**TASK DESCRIPTION**
Go through the material below, find each line with the word "Input", and copy those lines.

**MATERIAL SUPPLIED**
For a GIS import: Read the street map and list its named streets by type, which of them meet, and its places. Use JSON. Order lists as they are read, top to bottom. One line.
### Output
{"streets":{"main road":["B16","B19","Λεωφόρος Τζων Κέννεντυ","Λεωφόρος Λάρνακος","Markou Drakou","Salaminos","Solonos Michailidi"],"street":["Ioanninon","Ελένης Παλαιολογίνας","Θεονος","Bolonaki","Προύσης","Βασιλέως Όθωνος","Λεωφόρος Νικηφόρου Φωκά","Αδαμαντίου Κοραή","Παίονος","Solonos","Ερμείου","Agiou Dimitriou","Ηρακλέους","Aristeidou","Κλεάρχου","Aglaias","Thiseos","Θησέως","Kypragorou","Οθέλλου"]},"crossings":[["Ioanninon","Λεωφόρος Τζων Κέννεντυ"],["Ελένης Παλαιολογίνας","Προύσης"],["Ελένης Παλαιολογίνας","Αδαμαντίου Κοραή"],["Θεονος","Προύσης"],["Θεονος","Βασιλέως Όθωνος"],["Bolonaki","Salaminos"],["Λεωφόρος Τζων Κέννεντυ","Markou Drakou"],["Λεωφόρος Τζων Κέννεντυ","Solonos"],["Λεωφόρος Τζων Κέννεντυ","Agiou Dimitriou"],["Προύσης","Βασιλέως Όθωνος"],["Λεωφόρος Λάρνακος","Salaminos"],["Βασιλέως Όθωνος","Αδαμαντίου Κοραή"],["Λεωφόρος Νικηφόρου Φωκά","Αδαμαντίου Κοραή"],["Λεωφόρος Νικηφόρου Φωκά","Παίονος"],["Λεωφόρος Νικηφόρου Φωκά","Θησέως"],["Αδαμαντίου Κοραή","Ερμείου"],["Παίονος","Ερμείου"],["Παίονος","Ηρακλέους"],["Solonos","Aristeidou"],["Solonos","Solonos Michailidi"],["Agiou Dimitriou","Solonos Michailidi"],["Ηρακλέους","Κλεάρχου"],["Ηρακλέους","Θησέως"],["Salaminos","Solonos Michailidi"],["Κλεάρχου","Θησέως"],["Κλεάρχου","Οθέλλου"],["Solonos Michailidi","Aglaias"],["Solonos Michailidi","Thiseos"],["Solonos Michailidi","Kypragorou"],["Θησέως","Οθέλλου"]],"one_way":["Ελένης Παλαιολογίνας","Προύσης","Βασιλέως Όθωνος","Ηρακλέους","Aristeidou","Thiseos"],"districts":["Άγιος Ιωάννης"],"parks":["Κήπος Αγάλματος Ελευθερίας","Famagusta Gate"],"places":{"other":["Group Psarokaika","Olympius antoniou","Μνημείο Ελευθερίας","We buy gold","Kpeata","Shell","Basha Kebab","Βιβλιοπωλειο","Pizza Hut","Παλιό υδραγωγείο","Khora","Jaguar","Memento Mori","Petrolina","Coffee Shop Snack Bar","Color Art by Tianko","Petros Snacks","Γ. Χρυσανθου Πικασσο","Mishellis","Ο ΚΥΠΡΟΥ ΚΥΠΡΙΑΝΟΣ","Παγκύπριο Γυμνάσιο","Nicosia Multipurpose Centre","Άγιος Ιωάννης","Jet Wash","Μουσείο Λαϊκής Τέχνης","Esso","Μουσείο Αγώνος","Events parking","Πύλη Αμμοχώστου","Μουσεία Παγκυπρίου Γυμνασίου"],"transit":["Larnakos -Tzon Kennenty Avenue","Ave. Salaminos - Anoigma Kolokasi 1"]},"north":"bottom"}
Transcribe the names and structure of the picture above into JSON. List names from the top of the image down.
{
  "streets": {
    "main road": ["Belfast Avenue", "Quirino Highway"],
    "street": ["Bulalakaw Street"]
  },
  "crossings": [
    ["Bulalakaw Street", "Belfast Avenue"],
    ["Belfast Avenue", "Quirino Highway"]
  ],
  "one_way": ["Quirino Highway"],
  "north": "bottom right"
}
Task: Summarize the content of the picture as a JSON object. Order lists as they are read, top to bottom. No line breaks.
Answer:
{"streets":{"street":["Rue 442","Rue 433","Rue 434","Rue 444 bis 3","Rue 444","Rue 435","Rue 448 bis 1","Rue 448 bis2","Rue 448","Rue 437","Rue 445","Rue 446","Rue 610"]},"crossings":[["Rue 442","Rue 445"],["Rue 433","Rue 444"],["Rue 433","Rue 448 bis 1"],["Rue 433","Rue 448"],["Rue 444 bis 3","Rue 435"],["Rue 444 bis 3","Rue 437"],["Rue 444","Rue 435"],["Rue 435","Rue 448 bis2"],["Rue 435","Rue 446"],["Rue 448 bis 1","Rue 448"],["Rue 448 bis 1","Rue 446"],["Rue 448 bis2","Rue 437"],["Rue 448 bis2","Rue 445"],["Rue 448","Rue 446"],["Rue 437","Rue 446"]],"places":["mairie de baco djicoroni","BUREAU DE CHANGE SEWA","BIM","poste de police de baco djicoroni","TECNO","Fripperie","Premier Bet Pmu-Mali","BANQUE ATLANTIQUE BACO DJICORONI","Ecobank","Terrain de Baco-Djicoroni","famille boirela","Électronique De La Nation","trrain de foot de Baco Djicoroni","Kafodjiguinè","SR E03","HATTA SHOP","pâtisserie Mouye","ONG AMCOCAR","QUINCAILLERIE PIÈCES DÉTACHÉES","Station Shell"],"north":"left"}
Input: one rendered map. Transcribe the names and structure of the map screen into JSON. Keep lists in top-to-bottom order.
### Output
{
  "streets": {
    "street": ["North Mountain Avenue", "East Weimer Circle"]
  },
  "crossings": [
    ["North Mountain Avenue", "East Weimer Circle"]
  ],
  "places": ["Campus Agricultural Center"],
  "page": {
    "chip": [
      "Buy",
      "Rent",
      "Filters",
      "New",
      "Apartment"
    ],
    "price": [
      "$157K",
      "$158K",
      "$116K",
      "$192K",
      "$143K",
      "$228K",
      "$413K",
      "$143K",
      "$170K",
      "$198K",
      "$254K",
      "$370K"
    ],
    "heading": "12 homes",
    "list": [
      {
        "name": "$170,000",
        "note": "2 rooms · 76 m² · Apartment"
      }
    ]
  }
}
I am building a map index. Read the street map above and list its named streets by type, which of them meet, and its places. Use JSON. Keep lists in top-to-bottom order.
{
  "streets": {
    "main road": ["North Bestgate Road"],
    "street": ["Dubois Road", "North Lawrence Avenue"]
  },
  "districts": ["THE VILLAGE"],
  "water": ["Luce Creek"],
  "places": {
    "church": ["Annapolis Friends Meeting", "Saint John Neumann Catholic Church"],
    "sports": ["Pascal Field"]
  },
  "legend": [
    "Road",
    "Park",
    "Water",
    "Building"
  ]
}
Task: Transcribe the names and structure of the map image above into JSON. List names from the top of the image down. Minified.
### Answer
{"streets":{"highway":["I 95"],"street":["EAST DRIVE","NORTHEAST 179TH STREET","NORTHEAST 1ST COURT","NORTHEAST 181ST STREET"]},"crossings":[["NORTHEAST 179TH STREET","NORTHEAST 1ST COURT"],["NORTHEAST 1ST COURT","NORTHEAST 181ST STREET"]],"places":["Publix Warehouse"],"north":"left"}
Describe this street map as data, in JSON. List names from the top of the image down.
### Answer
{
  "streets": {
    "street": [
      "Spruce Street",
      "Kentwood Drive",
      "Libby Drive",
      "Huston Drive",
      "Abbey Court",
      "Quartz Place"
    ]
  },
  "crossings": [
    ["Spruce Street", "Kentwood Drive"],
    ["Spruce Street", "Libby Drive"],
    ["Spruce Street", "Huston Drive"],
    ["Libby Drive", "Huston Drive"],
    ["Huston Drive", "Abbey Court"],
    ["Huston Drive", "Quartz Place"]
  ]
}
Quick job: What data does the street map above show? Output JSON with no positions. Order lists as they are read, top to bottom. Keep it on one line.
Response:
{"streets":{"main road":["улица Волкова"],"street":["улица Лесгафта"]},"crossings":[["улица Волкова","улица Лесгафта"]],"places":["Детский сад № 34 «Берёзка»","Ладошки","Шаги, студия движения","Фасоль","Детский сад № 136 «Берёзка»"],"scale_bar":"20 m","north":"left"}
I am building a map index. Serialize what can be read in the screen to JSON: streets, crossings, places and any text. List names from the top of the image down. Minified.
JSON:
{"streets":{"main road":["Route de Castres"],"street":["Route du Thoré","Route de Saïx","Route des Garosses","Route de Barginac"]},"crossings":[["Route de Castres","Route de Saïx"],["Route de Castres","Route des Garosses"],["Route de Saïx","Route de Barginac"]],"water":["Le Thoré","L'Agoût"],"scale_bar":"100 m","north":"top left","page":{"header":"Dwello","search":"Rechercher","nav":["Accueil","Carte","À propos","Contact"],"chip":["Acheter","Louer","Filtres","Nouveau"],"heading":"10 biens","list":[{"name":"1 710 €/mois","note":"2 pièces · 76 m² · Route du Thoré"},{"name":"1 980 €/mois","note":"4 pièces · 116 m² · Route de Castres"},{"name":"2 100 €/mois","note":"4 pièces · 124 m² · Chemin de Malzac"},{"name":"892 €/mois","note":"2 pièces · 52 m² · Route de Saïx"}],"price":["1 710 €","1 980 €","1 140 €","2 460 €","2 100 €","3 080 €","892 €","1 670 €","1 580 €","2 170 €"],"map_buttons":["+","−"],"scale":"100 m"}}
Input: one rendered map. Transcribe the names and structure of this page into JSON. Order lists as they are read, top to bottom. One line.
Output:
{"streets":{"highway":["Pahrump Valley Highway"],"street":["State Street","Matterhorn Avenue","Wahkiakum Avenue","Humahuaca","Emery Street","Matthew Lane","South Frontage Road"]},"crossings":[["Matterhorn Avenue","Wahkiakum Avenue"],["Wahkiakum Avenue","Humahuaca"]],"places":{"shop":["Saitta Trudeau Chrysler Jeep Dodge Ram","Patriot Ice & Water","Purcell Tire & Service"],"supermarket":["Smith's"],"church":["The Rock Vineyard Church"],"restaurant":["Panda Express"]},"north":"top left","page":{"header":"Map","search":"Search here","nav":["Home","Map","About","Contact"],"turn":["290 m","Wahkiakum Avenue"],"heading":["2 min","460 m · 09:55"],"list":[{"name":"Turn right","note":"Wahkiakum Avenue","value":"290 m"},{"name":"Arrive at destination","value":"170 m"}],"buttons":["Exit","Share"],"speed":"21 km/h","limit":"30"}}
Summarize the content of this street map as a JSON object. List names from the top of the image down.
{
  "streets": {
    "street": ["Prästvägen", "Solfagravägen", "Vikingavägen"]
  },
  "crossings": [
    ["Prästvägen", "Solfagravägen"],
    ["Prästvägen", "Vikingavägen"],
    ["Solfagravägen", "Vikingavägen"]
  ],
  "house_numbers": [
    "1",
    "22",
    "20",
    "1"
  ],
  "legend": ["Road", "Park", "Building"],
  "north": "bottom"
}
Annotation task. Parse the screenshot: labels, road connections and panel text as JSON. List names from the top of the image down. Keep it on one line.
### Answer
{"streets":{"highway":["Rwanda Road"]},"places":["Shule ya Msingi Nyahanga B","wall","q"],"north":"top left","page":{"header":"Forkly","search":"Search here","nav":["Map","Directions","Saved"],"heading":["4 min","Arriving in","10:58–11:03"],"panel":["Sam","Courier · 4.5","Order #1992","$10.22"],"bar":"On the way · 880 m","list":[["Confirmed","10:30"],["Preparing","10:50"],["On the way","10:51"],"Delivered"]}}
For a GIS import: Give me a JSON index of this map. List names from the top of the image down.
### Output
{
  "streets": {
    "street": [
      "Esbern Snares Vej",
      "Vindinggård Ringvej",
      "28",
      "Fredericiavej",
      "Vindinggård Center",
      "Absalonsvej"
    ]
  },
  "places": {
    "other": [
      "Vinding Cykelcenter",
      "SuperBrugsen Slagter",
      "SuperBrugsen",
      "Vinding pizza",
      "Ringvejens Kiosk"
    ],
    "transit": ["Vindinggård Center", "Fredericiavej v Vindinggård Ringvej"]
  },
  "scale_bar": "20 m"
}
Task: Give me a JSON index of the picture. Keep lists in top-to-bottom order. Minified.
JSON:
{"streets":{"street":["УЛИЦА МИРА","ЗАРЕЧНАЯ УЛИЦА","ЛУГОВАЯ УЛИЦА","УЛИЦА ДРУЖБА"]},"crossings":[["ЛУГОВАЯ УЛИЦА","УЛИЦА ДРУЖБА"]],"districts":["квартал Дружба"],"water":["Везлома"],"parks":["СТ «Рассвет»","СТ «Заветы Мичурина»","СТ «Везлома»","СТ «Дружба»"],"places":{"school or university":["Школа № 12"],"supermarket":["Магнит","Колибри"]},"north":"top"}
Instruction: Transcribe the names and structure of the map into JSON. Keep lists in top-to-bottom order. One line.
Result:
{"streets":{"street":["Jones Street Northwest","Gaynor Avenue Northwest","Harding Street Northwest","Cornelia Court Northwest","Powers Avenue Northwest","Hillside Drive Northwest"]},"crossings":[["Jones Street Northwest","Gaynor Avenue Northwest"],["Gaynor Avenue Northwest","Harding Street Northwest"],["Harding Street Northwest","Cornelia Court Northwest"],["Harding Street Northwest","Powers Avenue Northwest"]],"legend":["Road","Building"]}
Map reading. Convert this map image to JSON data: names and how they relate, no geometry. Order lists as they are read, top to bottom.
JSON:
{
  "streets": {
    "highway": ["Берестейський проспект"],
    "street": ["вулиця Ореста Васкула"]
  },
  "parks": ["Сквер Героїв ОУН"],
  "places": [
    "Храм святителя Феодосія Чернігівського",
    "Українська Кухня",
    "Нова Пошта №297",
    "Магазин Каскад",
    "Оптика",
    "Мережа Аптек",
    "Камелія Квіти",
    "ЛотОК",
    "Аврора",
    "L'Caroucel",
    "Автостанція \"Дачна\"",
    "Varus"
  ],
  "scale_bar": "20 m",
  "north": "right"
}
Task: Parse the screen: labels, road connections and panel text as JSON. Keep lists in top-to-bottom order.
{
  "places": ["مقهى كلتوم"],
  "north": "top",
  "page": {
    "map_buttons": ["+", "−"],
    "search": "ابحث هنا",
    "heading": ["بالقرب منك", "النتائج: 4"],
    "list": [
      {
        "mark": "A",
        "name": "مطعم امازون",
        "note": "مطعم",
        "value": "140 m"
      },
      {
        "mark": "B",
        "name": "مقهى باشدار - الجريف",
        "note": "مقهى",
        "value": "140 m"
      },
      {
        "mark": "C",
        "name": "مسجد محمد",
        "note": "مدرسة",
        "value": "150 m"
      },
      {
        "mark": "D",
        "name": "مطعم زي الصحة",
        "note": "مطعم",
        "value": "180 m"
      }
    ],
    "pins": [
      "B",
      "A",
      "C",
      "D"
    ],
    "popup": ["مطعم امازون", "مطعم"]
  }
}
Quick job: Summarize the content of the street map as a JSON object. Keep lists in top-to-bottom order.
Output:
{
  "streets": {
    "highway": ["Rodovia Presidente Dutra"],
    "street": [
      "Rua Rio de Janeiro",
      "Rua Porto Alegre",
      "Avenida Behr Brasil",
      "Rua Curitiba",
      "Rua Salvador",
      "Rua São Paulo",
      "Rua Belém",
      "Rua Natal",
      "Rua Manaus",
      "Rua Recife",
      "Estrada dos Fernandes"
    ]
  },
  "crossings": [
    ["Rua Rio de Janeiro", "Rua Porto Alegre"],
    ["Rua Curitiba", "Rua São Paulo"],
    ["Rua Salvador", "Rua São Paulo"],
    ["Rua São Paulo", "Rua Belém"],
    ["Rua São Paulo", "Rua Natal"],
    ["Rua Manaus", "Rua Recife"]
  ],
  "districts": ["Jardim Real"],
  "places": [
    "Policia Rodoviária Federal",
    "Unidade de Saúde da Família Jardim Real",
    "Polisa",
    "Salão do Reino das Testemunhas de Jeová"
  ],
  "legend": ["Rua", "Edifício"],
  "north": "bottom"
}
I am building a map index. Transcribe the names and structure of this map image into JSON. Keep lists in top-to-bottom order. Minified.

**RESULT**
Input: one rendered map. Transcribe the names and structure of the map screen into JSON. Keep lists in top-to-bottom order.
Input: one rendered map. Transcribe the names and structure of this page into JSON. Order lists as they are read, top to bottom. One line.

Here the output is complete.